## ENTRIES SHOWN
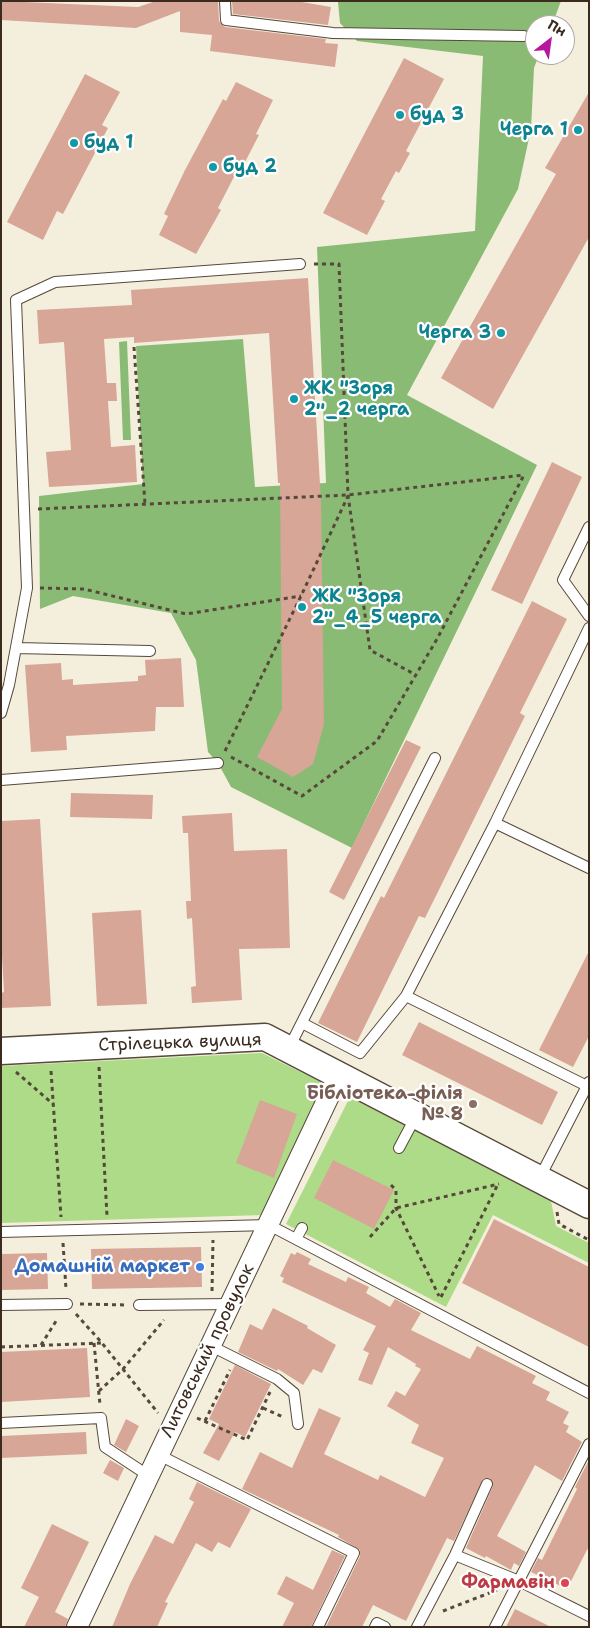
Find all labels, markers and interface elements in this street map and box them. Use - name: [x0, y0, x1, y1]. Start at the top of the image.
- north arrow: [525, 15, 575, 65]
- text: Пн: [544, 15, 570, 40]
- place label: буд 3: [410, 104, 464, 126]
- marker: буд 3: [394, 109, 406, 121]
- place label: Черга 1: [500, 119, 568, 141]
- marker: Черга 1: [572, 124, 584, 136]
- place label: буд 1: [84, 132, 134, 154]
- marker: буд 1: [68, 137, 80, 149]
- place label: буд 2: [223, 156, 277, 178]
- marker: буд 2: [207, 161, 219, 173]
- place label: Черга 3: [418, 322, 491, 344]
- marker: Черга 3: [495, 327, 507, 339]
- place label: ЖК "Зоря 2"_2 черга: [304, 378, 409, 420]
- marker: ЖК "Зоря 2"_2 черга: [288, 393, 300, 405]
- place label: ЖК "Зоря 2"_4_5 черга: [312, 586, 441, 628]
- marker: ЖК "Зоря 2"_4_5 черга: [296, 601, 308, 613]
- street label: Стрілецька вулиця: [98, 1029, 262, 1057]
- place label: Бібліотека-філія № 8: [307, 1083, 463, 1126]
- marker: Бібліотека-філія № 8: [467, 1098, 479, 1110]
- place label: Домашній маркет: [15, 1256, 190, 1278]
- street label: Литовський провулок: [157, 1261, 259, 1441]
- marker: Домашній маркет: [194, 1261, 206, 1273]
- place label: Фармавін: [461, 1572, 555, 1594]
- marker: Фармавін: [559, 1577, 571, 1589]

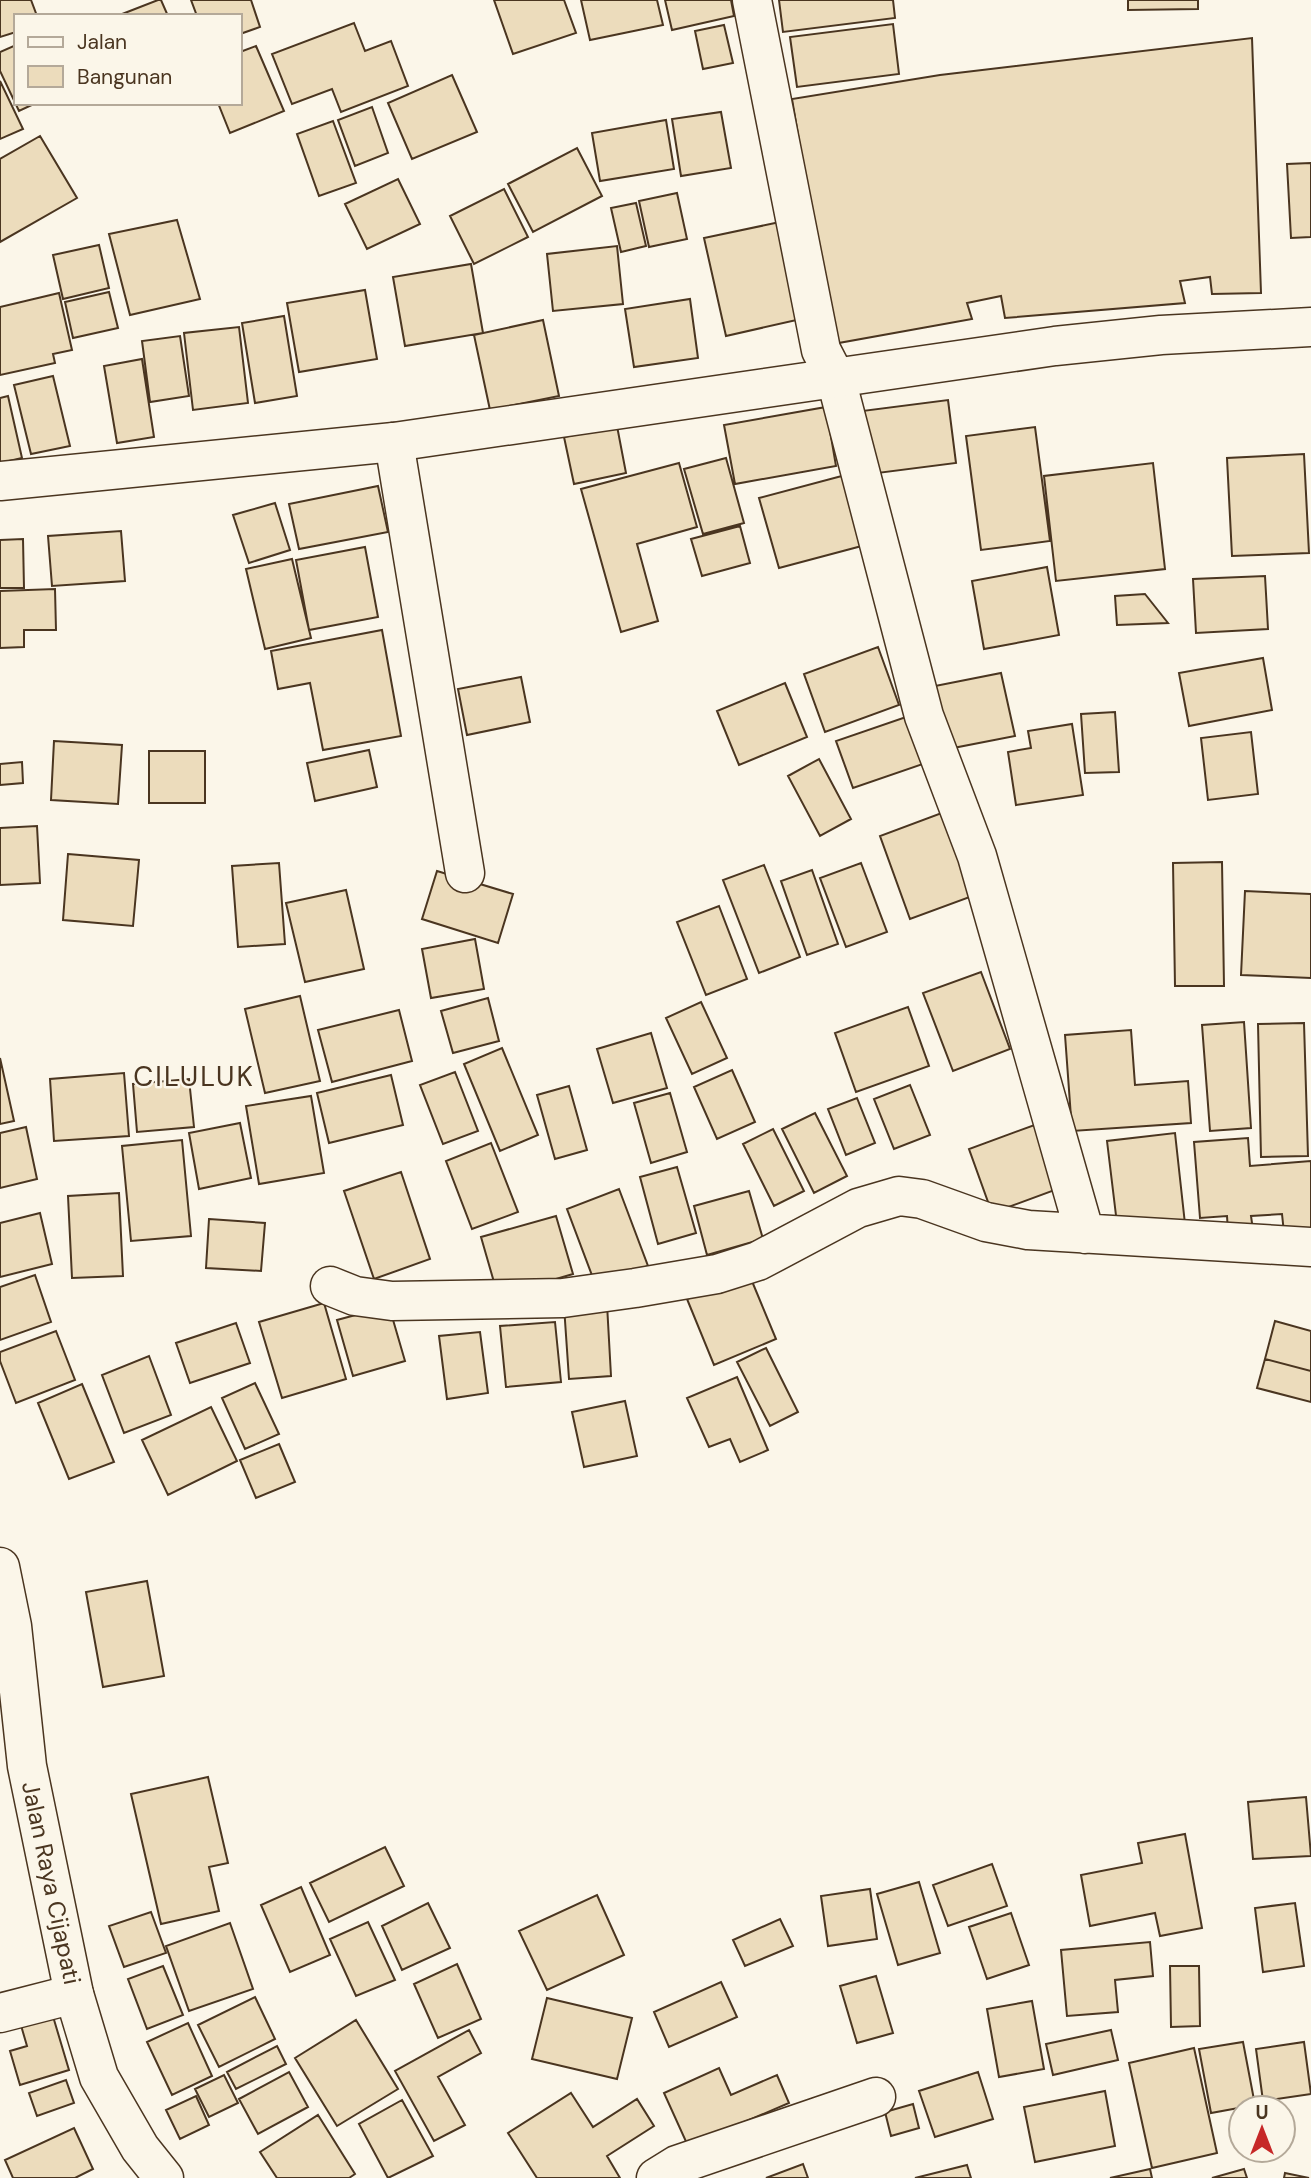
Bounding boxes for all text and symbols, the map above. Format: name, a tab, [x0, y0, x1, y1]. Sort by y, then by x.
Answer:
legend	[14, 14, 242, 105]
text: Jalan	[77, 28, 127, 56]
text: Bangunan	[77, 63, 172, 91]
district label: CILULUK	[133, 1058, 255, 1095]
street label: Jalan Raya Cijapati	[15, 1778, 88, 1987]
north arrow	[1227, 2094, 1297, 2164]
text: U	[1255, 2100, 1269, 2125]

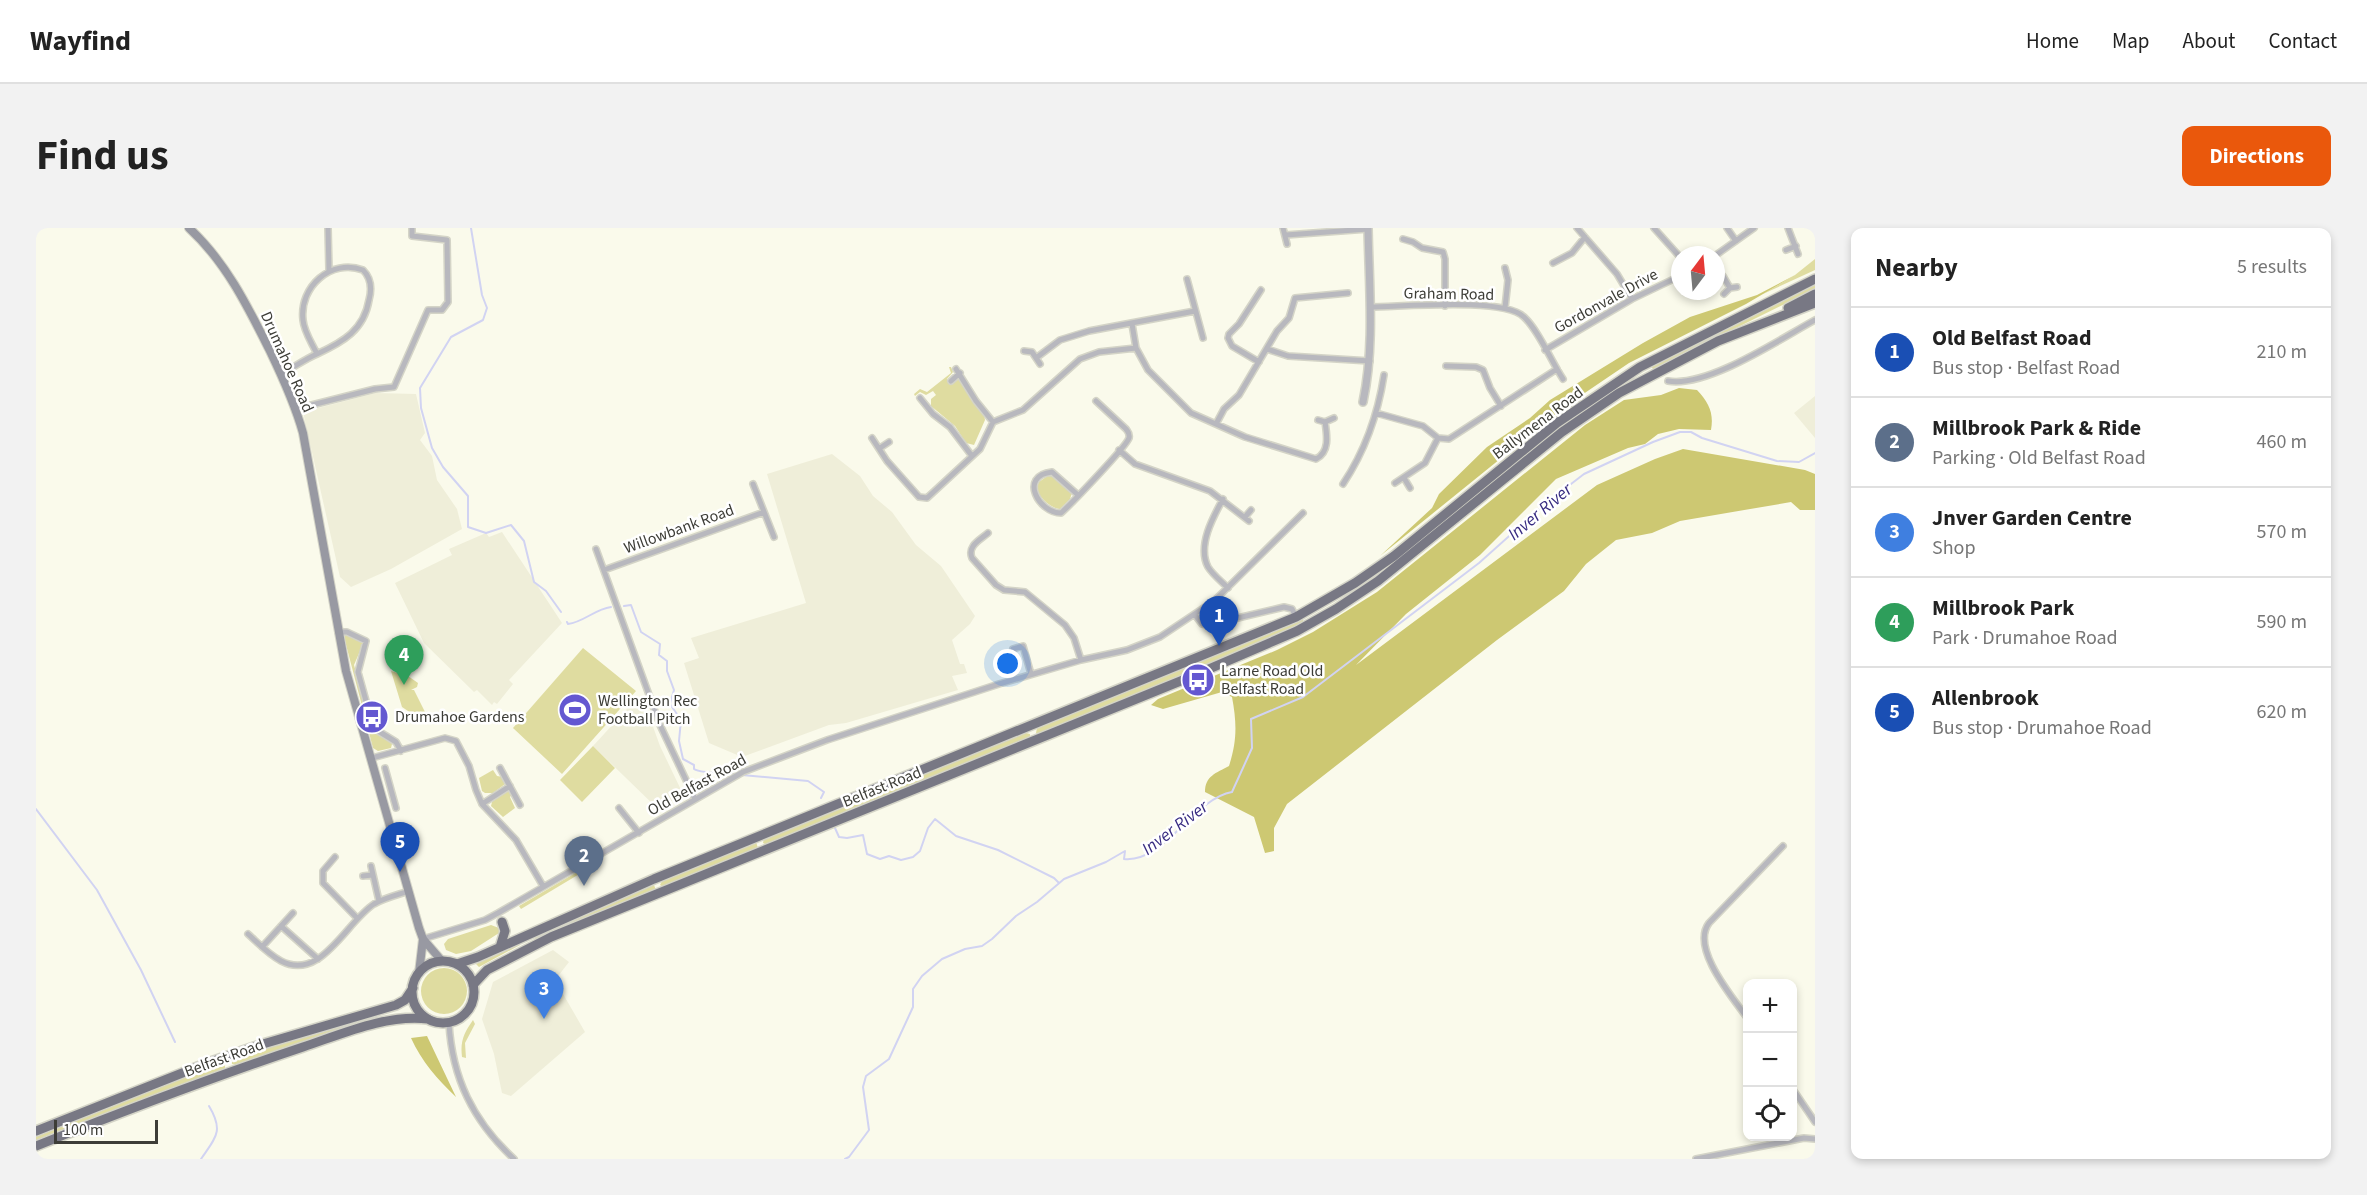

## WHAT YOU SHOULD DO
Please retype the listing exactly, leaving out any images.

## RESULT OF THIS EXERCISE
Find all labels, markers and interface elements in this street map and box them. Use - name: [x0, y0, x1, y1]. Start at the top of the image.
- north arrow: [525, 15, 575, 65]
- text: Пн: [544, 15, 570, 40]
- place label: буд 3: [410, 104, 464, 126]
- marker: буд 3: [394, 109, 406, 121]
- place label: Черга 1: [500, 119, 568, 141]
- marker: Черга 1: [572, 124, 584, 136]
- place label: буд 1: [84, 132, 134, 154]
- marker: буд 1: [68, 137, 80, 149]
- place label: буд 2: [223, 156, 277, 178]
- marker: буд 2: [207, 161, 219, 173]
- place label: Черга 3: [418, 322, 491, 344]
- marker: Черга 3: [495, 327, 507, 339]
- place label: ЖК "Зоря 2"_2 черга: [304, 378, 409, 420]
- marker: ЖК "Зоря 2"_2 черга: [288, 393, 300, 405]
- place label: ЖК "Зоря 2"_4_5 черга: [312, 586, 441, 628]
- marker: ЖК "Зоря 2"_4_5 черга: [296, 601, 308, 613]
- street label: Стрілецька вулиця: [98, 1029, 262, 1057]
- place label: Бібліотека-філія № 8: [307, 1083, 463, 1126]
- marker: Бібліотека-філія № 8: [467, 1098, 479, 1110]
- place label: Домашній маркет: [15, 1256, 190, 1278]
- street label: Литовський провулок: [157, 1261, 259, 1441]
- marker: Домашній маркет: [194, 1261, 206, 1273]
- place label: Фармавін: [461, 1572, 555, 1594]
- marker: Фармавін: [559, 1577, 571, 1589]

Bounding boxes for all text and symbols, the map above. Format: name, a tab, [x0, y0, x1, y1]. Sort by y, then by x.
Answer:
legend	[14, 14, 242, 105]
text: Jalan	[77, 28, 127, 56]
text: Bangunan	[77, 63, 172, 91]
district label: CILULUK	[133, 1058, 255, 1095]
street label: Jalan Raya Cijapati	[15, 1778, 88, 1987]
north arrow	[1227, 2094, 1297, 2164]
text: U	[1255, 2100, 1269, 2125]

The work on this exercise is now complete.